Integrate transaction, customer, and article datasets using Polars join operations. Please note that this denormalises the data.


In [7]:
print("Creating integrated customer interaction dataset...")
start_time = time.time()

# Perform left joins to preserve all transaction records
df_integrated = (
    df_transactions
    .join(df_customers, on="customer_id", how="left")
    .join(df_articles, on="article_id", how="left")
)

# Calculate dataset statistics efficiently
integration_stats = {
    'total_records': df_integrated.height,
    'unique_customers': df_integrated['customer_id'].n_unique(),
    'unique_articles': df_integrated['article_id'].n_unique()
}

integration_time = time.time() - start_time

print(f"✓ Integrated dataset created with {integration_stats['total_records']:,} transaction records")
print(f"✓ Integration completed in {integration_time:.2f} seconds")
print(f"✓ Total memory usage: {df_integrated.estimated_size('mb'):.1f} MB")

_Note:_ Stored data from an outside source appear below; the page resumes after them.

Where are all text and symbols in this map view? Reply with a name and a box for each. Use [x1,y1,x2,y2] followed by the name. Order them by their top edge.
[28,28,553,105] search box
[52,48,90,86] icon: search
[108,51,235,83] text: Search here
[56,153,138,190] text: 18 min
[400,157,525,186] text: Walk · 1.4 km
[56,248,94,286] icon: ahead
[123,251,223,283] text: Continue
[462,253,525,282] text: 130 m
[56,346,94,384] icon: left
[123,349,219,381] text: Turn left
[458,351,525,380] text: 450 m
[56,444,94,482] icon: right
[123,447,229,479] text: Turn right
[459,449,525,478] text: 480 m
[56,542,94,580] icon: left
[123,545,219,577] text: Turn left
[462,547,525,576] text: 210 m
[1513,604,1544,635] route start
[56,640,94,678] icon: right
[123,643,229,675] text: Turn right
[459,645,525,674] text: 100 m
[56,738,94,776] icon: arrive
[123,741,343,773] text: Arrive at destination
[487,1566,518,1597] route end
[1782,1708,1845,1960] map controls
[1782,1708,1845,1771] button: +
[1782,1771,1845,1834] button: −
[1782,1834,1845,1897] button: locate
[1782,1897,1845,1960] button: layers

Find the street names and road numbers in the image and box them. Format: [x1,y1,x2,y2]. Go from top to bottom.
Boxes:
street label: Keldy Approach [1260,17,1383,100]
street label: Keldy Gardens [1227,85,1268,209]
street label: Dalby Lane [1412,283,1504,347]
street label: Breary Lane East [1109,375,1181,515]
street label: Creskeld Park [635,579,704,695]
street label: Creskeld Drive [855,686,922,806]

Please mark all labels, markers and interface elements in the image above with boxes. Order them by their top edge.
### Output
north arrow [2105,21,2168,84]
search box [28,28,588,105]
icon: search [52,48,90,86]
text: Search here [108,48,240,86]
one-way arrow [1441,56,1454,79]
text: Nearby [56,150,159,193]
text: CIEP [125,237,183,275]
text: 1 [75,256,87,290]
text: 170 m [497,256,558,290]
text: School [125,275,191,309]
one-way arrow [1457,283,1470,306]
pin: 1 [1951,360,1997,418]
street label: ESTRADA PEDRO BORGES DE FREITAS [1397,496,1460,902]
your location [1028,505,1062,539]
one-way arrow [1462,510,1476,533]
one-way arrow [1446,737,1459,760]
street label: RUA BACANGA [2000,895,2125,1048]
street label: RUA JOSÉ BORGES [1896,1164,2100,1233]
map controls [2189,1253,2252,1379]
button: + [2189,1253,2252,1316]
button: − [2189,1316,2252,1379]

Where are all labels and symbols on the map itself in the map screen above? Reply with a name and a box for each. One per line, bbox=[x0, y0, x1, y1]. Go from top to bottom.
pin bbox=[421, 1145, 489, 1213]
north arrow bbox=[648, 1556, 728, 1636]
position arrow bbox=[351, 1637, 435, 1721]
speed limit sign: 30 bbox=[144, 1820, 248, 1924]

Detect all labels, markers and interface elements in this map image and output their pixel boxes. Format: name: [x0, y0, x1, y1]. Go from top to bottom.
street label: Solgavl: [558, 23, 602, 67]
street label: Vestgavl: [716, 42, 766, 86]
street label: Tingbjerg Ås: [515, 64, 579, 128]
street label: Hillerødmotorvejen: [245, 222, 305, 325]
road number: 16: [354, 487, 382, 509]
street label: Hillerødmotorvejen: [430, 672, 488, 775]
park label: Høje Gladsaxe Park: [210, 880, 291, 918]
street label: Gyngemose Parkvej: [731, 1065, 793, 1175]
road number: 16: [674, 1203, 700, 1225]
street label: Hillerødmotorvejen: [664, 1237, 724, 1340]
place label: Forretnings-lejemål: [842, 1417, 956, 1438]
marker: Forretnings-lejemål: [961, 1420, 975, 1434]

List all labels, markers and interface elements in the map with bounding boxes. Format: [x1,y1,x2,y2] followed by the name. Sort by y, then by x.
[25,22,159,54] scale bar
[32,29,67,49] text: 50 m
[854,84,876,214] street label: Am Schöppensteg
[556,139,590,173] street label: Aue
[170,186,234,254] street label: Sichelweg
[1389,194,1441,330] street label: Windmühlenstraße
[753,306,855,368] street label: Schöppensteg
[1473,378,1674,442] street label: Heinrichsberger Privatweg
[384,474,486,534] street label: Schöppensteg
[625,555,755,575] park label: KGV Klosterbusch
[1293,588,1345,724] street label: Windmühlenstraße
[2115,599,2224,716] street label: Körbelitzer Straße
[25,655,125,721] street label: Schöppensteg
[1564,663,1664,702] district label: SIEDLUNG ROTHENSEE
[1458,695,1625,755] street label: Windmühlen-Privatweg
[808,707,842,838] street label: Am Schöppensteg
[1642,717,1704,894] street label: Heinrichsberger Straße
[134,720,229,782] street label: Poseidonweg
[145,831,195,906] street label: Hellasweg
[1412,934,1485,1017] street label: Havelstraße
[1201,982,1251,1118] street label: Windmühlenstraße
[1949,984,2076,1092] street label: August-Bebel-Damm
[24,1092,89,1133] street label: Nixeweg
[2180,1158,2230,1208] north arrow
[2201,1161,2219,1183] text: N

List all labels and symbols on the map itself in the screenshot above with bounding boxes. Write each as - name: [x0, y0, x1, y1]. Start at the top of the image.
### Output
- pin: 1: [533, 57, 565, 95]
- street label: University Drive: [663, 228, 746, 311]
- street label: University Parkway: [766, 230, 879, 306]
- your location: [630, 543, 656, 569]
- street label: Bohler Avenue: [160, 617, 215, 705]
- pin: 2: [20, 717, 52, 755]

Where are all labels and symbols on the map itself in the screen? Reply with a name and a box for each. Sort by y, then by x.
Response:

Creating integrated customer interaction dataset...
✓ Integrated dataset created with 3,178,832 transaction records
✓ Integration completed in 1.03 seconds
✓ Total memory usage: 1634.7 MB


## 7. Integrated Data Preview

Display a sample of the integrated dataset to understand the structure and verify successful integration.


In [8]:
# Show sample of integrated data
print("Sample of integrated dataset:")
sample_cols = ["customer_id", "article_id", "price", "sales_channel_id", "age", "club_member_status", "product_type_name"]
available_cols = [col for col in sample_cols if col in df_integrated.columns]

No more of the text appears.